## Available data

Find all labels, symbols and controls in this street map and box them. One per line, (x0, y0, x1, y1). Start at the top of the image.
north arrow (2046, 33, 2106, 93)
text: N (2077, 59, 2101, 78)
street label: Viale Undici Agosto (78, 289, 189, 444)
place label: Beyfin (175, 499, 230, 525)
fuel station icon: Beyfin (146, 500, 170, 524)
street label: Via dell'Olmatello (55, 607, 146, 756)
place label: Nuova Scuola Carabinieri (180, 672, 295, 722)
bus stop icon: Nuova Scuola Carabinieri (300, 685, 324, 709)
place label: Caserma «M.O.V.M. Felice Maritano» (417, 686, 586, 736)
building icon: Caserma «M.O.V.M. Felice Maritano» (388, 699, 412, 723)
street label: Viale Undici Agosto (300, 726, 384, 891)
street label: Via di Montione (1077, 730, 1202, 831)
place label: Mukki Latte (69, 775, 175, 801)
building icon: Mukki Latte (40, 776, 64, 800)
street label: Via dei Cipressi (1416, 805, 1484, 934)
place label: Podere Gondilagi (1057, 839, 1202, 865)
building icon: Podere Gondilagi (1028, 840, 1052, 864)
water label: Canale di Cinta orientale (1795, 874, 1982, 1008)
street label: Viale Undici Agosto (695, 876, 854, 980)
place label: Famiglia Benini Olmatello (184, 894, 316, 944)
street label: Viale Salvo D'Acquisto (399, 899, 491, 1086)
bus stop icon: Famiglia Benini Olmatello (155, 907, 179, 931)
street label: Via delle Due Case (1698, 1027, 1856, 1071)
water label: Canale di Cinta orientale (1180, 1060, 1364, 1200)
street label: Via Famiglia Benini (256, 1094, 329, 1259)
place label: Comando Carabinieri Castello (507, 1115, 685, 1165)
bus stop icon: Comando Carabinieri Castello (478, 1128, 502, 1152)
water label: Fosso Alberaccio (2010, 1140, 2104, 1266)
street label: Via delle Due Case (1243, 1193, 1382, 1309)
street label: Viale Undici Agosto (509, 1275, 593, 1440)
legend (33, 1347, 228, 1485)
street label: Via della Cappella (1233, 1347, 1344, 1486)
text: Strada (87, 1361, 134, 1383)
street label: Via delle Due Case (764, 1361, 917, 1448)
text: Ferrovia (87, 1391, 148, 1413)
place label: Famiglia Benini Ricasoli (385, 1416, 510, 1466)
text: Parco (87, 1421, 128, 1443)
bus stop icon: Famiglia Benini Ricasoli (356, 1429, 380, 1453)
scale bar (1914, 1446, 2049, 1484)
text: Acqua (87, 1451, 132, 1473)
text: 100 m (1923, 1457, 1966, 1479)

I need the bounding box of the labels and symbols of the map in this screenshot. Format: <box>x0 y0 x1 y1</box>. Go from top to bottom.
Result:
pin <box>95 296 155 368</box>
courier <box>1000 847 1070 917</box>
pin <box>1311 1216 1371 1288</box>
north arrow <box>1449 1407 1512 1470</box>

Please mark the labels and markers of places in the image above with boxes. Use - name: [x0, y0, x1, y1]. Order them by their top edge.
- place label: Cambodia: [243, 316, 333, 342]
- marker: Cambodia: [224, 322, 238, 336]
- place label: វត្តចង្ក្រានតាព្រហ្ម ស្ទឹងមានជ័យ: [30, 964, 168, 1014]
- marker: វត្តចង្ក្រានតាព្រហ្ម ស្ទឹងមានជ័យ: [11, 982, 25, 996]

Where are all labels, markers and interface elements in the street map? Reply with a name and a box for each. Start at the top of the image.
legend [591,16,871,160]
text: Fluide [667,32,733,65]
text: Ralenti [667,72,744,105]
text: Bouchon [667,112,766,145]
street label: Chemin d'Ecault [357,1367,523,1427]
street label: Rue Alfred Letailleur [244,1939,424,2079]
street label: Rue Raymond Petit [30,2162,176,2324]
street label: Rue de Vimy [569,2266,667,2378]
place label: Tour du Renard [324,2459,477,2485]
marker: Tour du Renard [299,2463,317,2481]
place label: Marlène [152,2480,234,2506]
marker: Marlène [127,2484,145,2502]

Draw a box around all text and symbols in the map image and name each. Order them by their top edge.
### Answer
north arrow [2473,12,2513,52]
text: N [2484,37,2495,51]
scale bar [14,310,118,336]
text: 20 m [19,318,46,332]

## About this exercise
Line by line, reproduce the material exactly.

## Result
Find all labels, symbols and controls in this street map and box them. One per line, (x0, y0, x1, y1). Start at the top of the image.
north arrow (2046, 33, 2106, 93)
text: N (2077, 59, 2101, 78)
street label: Viale Undici Agosto (78, 289, 189, 444)
place label: Beyfin (175, 499, 230, 525)
fuel station icon: Beyfin (146, 500, 170, 524)
street label: Via dell'Olmatello (55, 607, 146, 756)
place label: Nuova Scuola Carabinieri (180, 672, 295, 722)
bus stop icon: Nuova Scuola Carabinieri (300, 685, 324, 709)
place label: Caserma «M.O.V.M. Felice Maritano» (417, 686, 586, 736)
building icon: Caserma «M.O.V.M. Felice Maritano» (388, 699, 412, 723)
street label: Viale Undici Agosto (300, 726, 384, 891)
street label: Via di Montione (1077, 730, 1202, 831)
place label: Mukki Latte (69, 775, 175, 801)
building icon: Mukki Latte (40, 776, 64, 800)
street label: Via dei Cipressi (1416, 805, 1484, 934)
place label: Podere Gondilagi (1057, 839, 1202, 865)
building icon: Podere Gondilagi (1028, 840, 1052, 864)
water label: Canale di Cinta orientale (1795, 874, 1982, 1008)
street label: Viale Undici Agosto (695, 876, 854, 980)
place label: Famiglia Benini Olmatello (184, 894, 316, 944)
street label: Viale Salvo D'Acquisto (399, 899, 491, 1086)
bus stop icon: Famiglia Benini Olmatello (155, 907, 179, 931)
street label: Via delle Due Case (1698, 1027, 1856, 1071)
water label: Canale di Cinta orientale (1180, 1060, 1364, 1200)
street label: Via Famiglia Benini (256, 1094, 329, 1259)
place label: Comando Carabinieri Castello (507, 1115, 685, 1165)
bus stop icon: Comando Carabinieri Castello (478, 1128, 502, 1152)
water label: Fosso Alberaccio (2010, 1140, 2104, 1266)
street label: Via delle Due Case (1243, 1193, 1382, 1309)
street label: Viale Undici Agosto (509, 1275, 593, 1440)
legend (33, 1347, 228, 1485)
street label: Via della Cappella (1233, 1347, 1344, 1486)
text: Strada (87, 1361, 134, 1383)
street label: Via delle Due Case (764, 1361, 917, 1448)
text: Ferrovia (87, 1391, 148, 1413)
place label: Famiglia Benini Ricasoli (385, 1416, 510, 1466)
text: Parco (87, 1421, 128, 1443)
bus stop icon: Famiglia Benini Ricasoli (356, 1429, 380, 1453)
scale bar (1914, 1446, 2049, 1484)
text: Acqua (87, 1451, 132, 1473)
text: 100 m (1923, 1457, 1966, 1479)

I need the bounding box of the labels and symbols of the map in this screenshot. Format: <box>x0 y0 x1 y1</box>. Go from top to bottom.
Result:
pin <box>95 296 155 368</box>
courier <box>1000 847 1070 917</box>
pin <box>1311 1216 1371 1288</box>
north arrow <box>1449 1407 1512 1470</box>

Please mark the labels and markers of places in the image above with boxes. Use - name: [x0, y0, x1, y1]. Order them by their top edge.
- place label: Cambodia: [243, 316, 333, 342]
- marker: Cambodia: [224, 322, 238, 336]
- place label: វត្តចង្ក្រានតាព្រហ្ម ស្ទឹងមានជ័យ: [30, 964, 168, 1014]
- marker: វត្តចង្ក្រានតាព្រហ្ម ស្ទឹងមានជ័យ: [11, 982, 25, 996]

Where are all labels, markers and interface elements in the street map? Reply with a name and a box for each. Start at the top of the image.
legend [591,16,871,160]
text: Fluide [667,32,733,65]
text: Ralenti [667,72,744,105]
text: Bouchon [667,112,766,145]
street label: Chemin d'Ecault [357,1367,523,1427]
street label: Rue Alfred Letailleur [244,1939,424,2079]
street label: Rue Raymond Petit [30,2162,176,2324]
street label: Rue de Vimy [569,2266,667,2378]
place label: Tour du Renard [324,2459,477,2485]
marker: Tour du Renard [299,2463,317,2481]
place label: Marlène [152,2480,234,2506]
marker: Marlène [127,2484,145,2502]

Draw a box around all text and symbols in the map image and name each. Order them by their top edge.
### Answer
north arrow [2473,12,2513,52]
text: N [2484,37,2495,51]
scale bar [14,310,118,336]
text: 20 m [19,318,46,332]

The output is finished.